EXERCISE »
For this exercise, report every line of the material that includes "number".

+++ MATERIAL FOR THIS EXERCISE +++

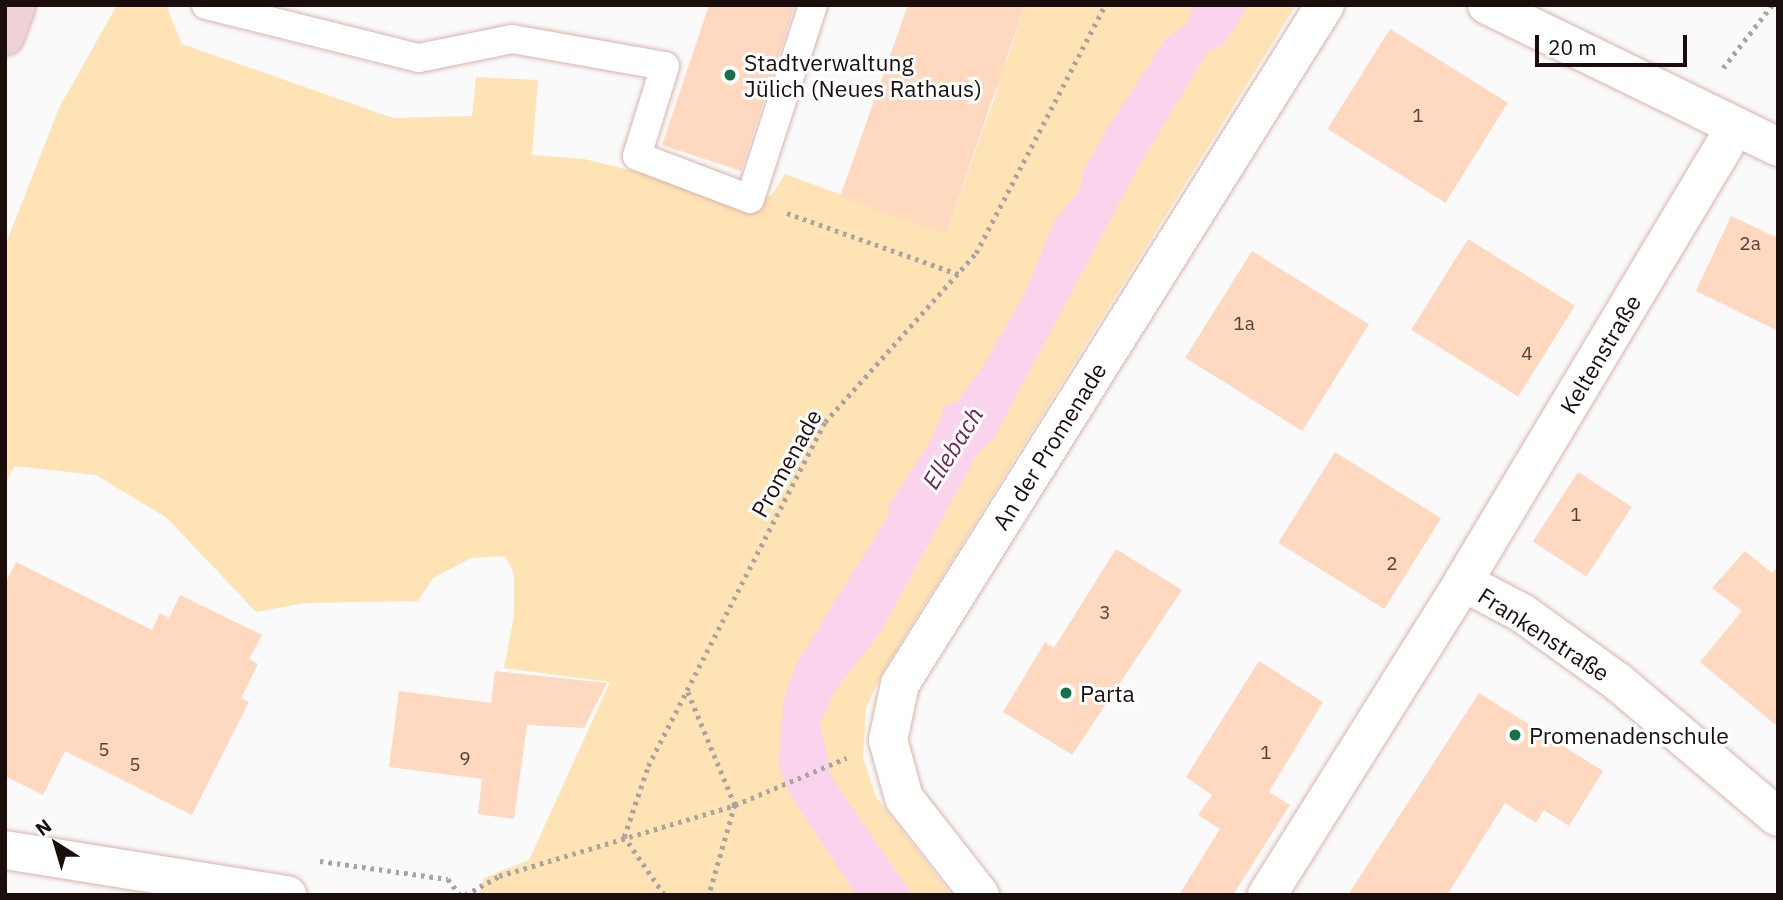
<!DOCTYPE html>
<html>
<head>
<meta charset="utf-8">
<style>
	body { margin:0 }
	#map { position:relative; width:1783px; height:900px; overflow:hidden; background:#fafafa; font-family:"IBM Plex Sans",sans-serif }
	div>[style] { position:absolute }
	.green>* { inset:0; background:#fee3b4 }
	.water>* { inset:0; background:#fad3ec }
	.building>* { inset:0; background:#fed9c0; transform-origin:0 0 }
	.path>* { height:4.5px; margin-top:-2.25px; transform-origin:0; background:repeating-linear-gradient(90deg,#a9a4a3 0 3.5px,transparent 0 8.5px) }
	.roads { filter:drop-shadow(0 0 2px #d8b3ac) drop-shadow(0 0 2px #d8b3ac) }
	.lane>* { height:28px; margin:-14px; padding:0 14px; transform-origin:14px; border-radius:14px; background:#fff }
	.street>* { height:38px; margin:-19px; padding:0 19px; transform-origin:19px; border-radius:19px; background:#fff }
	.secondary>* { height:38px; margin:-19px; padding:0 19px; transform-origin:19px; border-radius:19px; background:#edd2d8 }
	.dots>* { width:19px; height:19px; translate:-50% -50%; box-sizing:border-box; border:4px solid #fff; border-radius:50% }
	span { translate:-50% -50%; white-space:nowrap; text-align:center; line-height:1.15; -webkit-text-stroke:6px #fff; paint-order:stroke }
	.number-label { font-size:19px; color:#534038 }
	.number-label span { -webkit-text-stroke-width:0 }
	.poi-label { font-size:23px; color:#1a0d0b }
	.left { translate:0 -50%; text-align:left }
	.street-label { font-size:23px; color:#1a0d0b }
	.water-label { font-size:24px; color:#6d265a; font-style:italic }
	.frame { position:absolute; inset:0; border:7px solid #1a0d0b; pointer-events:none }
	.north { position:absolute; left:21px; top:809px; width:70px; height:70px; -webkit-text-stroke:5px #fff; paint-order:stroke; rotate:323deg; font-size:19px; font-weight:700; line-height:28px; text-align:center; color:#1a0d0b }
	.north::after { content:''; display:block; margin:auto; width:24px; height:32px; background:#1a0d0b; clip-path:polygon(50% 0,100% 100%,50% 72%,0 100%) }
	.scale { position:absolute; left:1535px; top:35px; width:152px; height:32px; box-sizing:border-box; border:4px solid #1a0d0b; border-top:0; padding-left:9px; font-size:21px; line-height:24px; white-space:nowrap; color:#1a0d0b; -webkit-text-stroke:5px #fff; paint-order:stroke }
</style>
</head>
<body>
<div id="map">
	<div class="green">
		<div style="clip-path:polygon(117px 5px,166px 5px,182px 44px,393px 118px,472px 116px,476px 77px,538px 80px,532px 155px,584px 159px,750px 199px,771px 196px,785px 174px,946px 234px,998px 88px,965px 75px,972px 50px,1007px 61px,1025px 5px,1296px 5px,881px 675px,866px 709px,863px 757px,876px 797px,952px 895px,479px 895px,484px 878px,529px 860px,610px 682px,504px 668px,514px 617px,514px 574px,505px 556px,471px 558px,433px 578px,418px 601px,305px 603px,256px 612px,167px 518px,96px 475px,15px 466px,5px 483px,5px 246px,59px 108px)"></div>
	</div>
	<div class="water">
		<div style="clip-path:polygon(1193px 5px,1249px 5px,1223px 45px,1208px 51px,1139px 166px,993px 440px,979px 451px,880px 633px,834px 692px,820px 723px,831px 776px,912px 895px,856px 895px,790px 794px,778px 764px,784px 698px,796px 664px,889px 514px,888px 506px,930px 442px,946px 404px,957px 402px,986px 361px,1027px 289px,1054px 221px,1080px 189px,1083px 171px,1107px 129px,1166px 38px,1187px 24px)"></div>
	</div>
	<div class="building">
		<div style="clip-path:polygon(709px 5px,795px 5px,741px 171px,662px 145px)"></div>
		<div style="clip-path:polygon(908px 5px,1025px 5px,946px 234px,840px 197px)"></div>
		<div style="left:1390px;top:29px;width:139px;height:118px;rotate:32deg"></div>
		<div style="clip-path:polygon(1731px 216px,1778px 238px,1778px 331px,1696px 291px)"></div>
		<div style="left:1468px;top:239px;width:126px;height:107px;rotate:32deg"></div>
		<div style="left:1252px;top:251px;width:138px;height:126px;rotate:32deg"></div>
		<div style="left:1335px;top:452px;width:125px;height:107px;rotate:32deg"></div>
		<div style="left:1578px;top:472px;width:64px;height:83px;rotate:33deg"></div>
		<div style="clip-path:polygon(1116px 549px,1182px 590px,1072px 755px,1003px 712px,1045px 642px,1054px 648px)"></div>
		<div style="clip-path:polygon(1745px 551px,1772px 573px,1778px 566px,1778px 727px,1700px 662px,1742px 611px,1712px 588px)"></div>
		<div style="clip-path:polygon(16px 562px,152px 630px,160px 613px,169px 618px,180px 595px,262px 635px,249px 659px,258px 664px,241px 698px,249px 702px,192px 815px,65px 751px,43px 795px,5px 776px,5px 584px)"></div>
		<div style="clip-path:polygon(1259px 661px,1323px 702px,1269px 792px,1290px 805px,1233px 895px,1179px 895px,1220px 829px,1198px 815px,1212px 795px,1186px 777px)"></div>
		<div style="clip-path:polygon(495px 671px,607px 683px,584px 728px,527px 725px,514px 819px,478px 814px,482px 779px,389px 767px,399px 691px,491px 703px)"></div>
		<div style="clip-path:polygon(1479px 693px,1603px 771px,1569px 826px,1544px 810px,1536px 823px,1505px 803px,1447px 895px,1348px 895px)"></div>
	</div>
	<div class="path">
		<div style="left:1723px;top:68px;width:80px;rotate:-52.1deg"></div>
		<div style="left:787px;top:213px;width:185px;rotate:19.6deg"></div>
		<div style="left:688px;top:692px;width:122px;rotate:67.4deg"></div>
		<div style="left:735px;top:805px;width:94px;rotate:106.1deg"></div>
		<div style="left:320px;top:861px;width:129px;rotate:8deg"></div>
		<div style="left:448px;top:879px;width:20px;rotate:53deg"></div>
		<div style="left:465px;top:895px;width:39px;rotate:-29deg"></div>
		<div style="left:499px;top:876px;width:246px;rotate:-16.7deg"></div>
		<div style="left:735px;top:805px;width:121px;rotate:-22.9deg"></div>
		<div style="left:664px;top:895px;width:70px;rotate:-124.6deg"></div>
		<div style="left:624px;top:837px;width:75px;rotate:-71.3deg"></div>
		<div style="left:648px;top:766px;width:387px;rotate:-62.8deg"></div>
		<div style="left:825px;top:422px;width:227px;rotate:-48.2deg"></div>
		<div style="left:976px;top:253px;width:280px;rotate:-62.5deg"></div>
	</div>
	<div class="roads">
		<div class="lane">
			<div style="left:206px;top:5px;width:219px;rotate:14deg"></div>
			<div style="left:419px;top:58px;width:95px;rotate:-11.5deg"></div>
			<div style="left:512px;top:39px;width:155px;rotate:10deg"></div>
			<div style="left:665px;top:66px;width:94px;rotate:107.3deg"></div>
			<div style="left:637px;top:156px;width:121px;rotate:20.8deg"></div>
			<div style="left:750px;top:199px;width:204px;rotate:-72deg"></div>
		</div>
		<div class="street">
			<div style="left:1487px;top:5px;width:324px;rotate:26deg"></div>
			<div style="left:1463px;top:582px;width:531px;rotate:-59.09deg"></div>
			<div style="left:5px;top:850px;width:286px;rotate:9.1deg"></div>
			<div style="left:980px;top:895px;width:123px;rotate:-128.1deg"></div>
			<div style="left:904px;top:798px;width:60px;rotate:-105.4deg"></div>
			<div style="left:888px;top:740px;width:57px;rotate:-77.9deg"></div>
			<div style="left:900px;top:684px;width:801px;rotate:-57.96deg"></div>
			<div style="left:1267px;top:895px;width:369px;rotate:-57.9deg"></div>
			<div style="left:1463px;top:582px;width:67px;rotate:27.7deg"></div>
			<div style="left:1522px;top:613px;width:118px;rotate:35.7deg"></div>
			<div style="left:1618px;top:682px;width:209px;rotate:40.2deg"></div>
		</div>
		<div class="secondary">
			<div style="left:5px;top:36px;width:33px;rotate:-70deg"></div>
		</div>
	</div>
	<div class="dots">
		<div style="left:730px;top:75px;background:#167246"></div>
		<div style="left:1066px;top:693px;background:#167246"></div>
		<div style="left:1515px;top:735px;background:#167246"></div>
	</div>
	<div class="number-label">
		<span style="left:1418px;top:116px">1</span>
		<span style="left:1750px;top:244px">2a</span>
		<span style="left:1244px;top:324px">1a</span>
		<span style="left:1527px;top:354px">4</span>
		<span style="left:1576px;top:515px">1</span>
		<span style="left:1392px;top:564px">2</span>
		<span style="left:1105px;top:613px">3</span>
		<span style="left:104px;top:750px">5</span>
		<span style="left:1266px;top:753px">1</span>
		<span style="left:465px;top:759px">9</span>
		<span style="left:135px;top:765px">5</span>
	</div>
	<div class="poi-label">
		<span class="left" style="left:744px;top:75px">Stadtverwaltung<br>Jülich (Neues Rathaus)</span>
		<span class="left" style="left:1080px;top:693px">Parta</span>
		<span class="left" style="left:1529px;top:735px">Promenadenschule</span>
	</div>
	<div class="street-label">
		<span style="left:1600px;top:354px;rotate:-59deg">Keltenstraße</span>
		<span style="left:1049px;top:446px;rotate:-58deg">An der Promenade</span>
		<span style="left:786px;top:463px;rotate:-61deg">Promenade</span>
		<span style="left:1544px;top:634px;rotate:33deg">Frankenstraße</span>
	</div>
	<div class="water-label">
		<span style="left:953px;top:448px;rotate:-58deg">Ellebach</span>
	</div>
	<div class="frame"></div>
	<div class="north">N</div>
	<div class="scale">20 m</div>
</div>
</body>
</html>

+++

THE ANSWER »
	.number-label { font-size:19px; color:#534038 }
	.number-label span { -webkit-text-stroke-width:0 }
	<div class="number-label">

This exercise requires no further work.